▸ **About this task**: Reproduce the entire listing word for word.

....................

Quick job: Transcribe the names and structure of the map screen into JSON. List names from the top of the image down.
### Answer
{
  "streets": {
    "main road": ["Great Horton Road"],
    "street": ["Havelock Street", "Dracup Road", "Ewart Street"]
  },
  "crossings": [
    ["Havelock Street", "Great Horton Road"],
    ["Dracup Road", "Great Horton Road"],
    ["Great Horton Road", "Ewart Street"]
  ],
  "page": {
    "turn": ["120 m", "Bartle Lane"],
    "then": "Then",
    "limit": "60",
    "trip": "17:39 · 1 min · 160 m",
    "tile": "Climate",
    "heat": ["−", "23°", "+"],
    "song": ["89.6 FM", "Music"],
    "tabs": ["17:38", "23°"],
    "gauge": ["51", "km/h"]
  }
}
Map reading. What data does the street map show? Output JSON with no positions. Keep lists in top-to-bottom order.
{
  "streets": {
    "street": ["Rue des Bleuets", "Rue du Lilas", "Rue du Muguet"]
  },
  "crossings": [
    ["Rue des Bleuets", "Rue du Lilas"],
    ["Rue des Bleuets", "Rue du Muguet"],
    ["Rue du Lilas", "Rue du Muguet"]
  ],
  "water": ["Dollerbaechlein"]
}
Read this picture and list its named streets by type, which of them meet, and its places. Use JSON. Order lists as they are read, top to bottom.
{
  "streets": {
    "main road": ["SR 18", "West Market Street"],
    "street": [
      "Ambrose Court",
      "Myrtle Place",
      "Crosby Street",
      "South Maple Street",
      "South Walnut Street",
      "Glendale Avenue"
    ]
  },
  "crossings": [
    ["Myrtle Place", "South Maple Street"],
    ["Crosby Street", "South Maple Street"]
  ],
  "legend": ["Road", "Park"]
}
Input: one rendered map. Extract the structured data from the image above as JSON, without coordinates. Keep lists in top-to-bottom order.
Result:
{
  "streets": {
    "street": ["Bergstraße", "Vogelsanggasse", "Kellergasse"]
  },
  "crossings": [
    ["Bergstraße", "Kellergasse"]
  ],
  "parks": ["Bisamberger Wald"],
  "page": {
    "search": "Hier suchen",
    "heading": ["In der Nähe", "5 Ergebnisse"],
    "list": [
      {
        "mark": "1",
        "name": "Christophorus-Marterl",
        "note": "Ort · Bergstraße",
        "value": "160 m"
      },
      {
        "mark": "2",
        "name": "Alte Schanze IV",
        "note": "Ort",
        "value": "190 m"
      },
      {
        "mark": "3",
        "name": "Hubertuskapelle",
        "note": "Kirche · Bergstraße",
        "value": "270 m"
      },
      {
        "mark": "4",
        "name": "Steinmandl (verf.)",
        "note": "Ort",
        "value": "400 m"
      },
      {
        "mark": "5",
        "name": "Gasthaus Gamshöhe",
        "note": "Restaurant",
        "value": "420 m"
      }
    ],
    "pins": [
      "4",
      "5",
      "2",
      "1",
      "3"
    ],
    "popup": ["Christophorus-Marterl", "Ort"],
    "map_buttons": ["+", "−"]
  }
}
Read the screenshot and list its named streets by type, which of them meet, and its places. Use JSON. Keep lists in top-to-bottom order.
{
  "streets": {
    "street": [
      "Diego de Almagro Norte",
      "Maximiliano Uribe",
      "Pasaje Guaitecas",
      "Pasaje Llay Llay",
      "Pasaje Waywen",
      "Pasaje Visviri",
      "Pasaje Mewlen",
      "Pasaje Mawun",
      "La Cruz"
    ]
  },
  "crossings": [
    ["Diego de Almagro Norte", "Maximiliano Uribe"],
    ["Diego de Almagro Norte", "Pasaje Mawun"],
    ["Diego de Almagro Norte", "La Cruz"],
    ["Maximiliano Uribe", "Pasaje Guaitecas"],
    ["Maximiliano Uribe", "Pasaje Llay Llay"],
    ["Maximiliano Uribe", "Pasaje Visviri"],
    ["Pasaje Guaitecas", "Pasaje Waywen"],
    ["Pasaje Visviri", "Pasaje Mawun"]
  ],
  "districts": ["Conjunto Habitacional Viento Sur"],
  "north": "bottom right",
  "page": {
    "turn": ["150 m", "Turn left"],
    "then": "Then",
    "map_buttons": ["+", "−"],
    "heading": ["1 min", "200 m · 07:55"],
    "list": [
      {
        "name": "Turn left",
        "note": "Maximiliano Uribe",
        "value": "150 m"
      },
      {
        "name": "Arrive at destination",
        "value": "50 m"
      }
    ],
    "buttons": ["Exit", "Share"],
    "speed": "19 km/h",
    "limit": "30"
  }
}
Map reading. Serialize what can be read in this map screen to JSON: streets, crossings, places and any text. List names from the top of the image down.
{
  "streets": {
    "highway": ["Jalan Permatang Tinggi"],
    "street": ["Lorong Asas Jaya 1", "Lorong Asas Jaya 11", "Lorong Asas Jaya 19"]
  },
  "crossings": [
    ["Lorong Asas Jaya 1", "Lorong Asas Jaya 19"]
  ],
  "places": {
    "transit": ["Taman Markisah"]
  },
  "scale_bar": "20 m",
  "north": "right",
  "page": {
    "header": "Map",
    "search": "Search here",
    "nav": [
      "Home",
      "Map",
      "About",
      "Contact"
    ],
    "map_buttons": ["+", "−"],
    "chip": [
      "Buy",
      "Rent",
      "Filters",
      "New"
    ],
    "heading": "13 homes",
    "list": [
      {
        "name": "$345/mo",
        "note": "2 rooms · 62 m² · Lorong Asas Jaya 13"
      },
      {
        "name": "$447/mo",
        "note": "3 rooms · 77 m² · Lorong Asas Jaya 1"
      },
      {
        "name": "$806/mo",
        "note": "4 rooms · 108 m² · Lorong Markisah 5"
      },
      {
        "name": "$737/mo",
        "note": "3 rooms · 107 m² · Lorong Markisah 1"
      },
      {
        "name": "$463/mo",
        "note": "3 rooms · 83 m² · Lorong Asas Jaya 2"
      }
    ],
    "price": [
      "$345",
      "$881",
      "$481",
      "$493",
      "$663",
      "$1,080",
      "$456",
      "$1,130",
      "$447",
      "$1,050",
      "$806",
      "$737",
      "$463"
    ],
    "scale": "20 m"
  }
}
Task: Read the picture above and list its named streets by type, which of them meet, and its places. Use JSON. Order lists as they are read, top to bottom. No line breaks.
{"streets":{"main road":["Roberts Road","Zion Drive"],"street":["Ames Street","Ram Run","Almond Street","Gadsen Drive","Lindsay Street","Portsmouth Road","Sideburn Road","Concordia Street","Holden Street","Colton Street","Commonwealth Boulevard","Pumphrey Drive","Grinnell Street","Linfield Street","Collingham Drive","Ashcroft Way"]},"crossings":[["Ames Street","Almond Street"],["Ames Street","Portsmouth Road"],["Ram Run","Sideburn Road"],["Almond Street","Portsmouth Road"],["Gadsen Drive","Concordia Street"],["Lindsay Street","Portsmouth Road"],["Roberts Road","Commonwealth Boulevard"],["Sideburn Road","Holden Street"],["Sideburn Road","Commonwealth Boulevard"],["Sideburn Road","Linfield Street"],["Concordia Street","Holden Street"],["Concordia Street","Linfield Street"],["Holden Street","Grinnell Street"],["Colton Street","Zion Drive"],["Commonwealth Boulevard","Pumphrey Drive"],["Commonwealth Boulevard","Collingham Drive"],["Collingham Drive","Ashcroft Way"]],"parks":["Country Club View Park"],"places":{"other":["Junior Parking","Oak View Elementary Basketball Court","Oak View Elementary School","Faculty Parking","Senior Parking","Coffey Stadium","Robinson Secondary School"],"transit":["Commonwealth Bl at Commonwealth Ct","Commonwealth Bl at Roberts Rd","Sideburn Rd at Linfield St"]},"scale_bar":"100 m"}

....................

▸ **Answer space**:
Quick job: Transcribe the names and structure of the map screen into JSON. List names from the top of the image down.
### Answer
{
  "streets": {
    "main road": ["Great Horton Road"],
    "street": ["Havelock Street", "Dracup Road", "Ewart Street"]
  },
  "crossings": [
    ["Havelock Street", "Great Horton Road"],
    ["Dracup Road", "Great Horton Road"],
    ["Great Horton Road", "Ewart Street"]
  ],
  "page": {
    "turn": ["120 m", "Bartle Lane"],
    "then": "Then",
    "limit": "60",
    "trip": "17:39 · 1 min · 160 m",
    "tile": "Climate",
    "heat": ["−", "23°", "+"],
    "song": ["89.6 FM", "Music"],
    "tabs": ["17:38", "23°"],
    "gauge": ["51", "km/h"]
  }
}
Map reading. What data does the street map show? Output JSON with no positions. Keep lists in top-to-bottom order.
{
  "streets": {
    "street": ["Rue des Bleuets", "Rue du Lilas", "Rue du Muguet"]
  },
  "crossings": [
    ["Rue des Bleuets", "Rue du Lilas"],
    ["Rue des Bleuets", "Rue du Muguet"],
    ["Rue du Lilas", "Rue du Muguet"]
  ],
  "water": ["Dollerbaechlein"]
}
Read this picture and list its named streets by type, which of them meet, and its places. Use JSON. Order lists as they are read, top to bottom.
{
  "streets": {
    "main road": ["SR 18", "West Market Street"],
    "street": [
      "Ambrose Court",
      "Myrtle Place",
      "Crosby Street",
      "South Maple Street",
      "South Walnut Street",
      "Glendale Avenue"
    ]
  },
  "crossings": [
    ["Myrtle Place", "South Maple Street"],
    ["Crosby Street", "South Maple Street"]
  ],
  "legend": ["Road", "Park"]
}
Input: one rendered map. Extract the structured data from the image above as JSON, without coordinates. Keep lists in top-to-bottom order.
Result:
{
  "streets": {
    "street": ["Bergstraße", "Vogelsanggasse", "Kellergasse"]
  },
  "crossings": [
    ["Bergstraße", "Kellergasse"]
  ],
  "parks": ["Bisamberger Wald"],
  "page": {
    "search": "Hier suchen",
    "heading": ["In der Nähe", "5 Ergebnisse"],
    "list": [
      {
        "mark": "1",
        "name": "Christophorus-Marterl",
        "note": "Ort · Bergstraße",
        "value": "160 m"
      },
      {
        "mark": "2",
        "name": "Alte Schanze IV",
        "note": "Ort",
        "value": "190 m"
      },
      {
        "mark": "3",
        "name": "Hubertuskapelle",
        "note": "Kirche · Bergstraße",
        "value": "270 m"
      },
      {
        "mark": "4",
        "name": "Steinmandl (verf.)",
        "note": "Ort",
        "value": "400 m"
      },
      {
        "mark": "5",
        "name": "Gasthaus Gamshöhe",
        "note": "Restaurant",
        "value": "420 m"
      }
    ],
    "pins": [
      "4",
      "5",
      "2",
      "1",
      "3"
    ],
    "popup": ["Christophorus-Marterl", "Ort"],
    "map_buttons": ["+", "−"]
  }
}
Read the screenshot and list its named streets by type, which of them meet, and its places. Use JSON. Keep lists in top-to-bottom order.
{
  "streets": {
    "street": [
      "Diego de Almagro Norte",
      "Maximiliano Uribe",
      "Pasaje Guaitecas",
      "Pasaje Llay Llay",
      "Pasaje Waywen",
      "Pasaje Visviri",
      "Pasaje Mewlen",
      "Pasaje Mawun",
      "La Cruz"
    ]
  },
  "crossings": [
    ["Diego de Almagro Norte", "Maximiliano Uribe"],
    ["Diego de Almagro Norte", "Pasaje Mawun"],
    ["Diego de Almagro Norte", "La Cruz"],
    ["Maximiliano Uribe", "Pasaje Guaitecas"],
    ["Maximiliano Uribe", "Pasaje Llay Llay"],
    ["Maximiliano Uribe", "Pasaje Visviri"],
    ["Pasaje Guaitecas", "Pasaje Waywen"],
    ["Pasaje Visviri", "Pasaje Mawun"]
  ],
  "districts": ["Conjunto Habitacional Viento Sur"],
  "north": "bottom right",
  "page": {
    "turn": ["150 m", "Turn left"],
    "then": "Then",
    "map_buttons": ["+", "−"],
    "heading": ["1 min", "200 m · 07:55"],
    "list": [
      {
        "name": "Turn left",
        "note": "Maximiliano Uribe",
        "value": "150 m"
      },
      {
        "name": "Arrive at destination",
        "value": "50 m"
      }
    ],
    "buttons": ["Exit", "Share"],
    "speed": "19 km/h",
    "limit": "30"
  }
}
Map reading. Serialize what can be read in this map screen to JSON: streets, crossings, places and any text. List names from the top of the image down.
{
  "streets": {
    "highway": ["Jalan Permatang Tinggi"],
    "street": ["Lorong Asas Jaya 1", "Lorong Asas Jaya 11", "Lorong Asas Jaya 19"]
  },
  "crossings": [
    ["Lorong Asas Jaya 1", "Lorong Asas Jaya 19"]
  ],
  "places": {
    "transit": ["Taman Markisah"]
  },
  "scale_bar": "20 m",
  "north": "right",
  "page": {
    "header": "Map",
    "search": "Search here",
    "nav": [
      "Home",
      "Map",
      "About",
      "Contact"
    ],
    "map_buttons": ["+", "−"],
    "chip": [
      "Buy",
      "Rent",
      "Filters",
      "New"
    ],
    "heading": "13 homes",
    "list": [
      {
        "name": "$345/mo",
        "note": "2 rooms · 62 m² · Lorong Asas Jaya 13"
      },
      {
        "name": "$447/mo",
        "note": "3 rooms · 77 m² · Lorong Asas Jaya 1"
      },
      {
        "name": "$806/mo",
        "note": "4 rooms · 108 m² · Lorong Markisah 5"
      },
      {
        "name": "$737/mo",
        "note": "3 rooms · 107 m² · Lorong Markisah 1"
      },
      {
        "name": "$463/mo",
        "note": "3 rooms · 83 m² · Lorong Asas Jaya 2"
      }
    ],
    "price": [
      "$345",
      "$881",
      "$481",
      "$493",
      "$663",
      "$1,080",
      "$456",
      "$1,130",
      "$447",
      "$1,050",
      "$806",
      "$737",
      "$463"
    ],
    "scale": "20 m"
  }
}
Task: Read the picture above and list its named streets by type, which of them meet, and its places. Use JSON. Order lists as they are read, top to bottom. No line breaks.
{"streets":{"main road":["Roberts Road","Zion Drive"],"street":["Ames Street","Ram Run","Almond Street","Gadsen Drive","Lindsay Street","Portsmouth Road","Sideburn Road","Concordia Street","Holden Street","Colton Street","Commonwealth Boulevard","Pumphrey Drive","Grinnell Street","Linfield Street","Collingham Drive","Ashcroft Way"]},"crossings":[["Ames Street","Almond Street"],["Ames Street","Portsmouth Road"],["Ram Run","Sideburn Road"],["Almond Street","Portsmouth Road"],["Gadsen Drive","Concordia Street"],["Lindsay Street","Portsmouth Road"],["Roberts Road","Commonwealth Boulevard"],["Sideburn Road","Holden Street"],["Sideburn Road","Commonwealth Boulevard"],["Sideburn Road","Linfield Street"],["Concordia Street","Holden Street"],["Concordia Street","Linfield Street"],["Holden Street","Grinnell Street"],["Colton Street","Zion Drive"],["Commonwealth Boulevard","Pumphrey Drive"],["Commonwealth Boulevard","Collingham Drive"],["Collingham Drive","Ashcroft Way"]],"parks":["Country Club View Park"],"places":{"other":["Junior Parking","Oak View Elementary Basketball Court","Oak View Elementary School","Faculty Parking","Senior Parking","Coffey Stadium","Robinson Secondary School"],"transit":["Commonwealth Bl at Commonwealth Ct","Commonwealth Bl at Roberts Rd","Sideburn Rd at Linfield St"]},"scale_bar":"100 m"}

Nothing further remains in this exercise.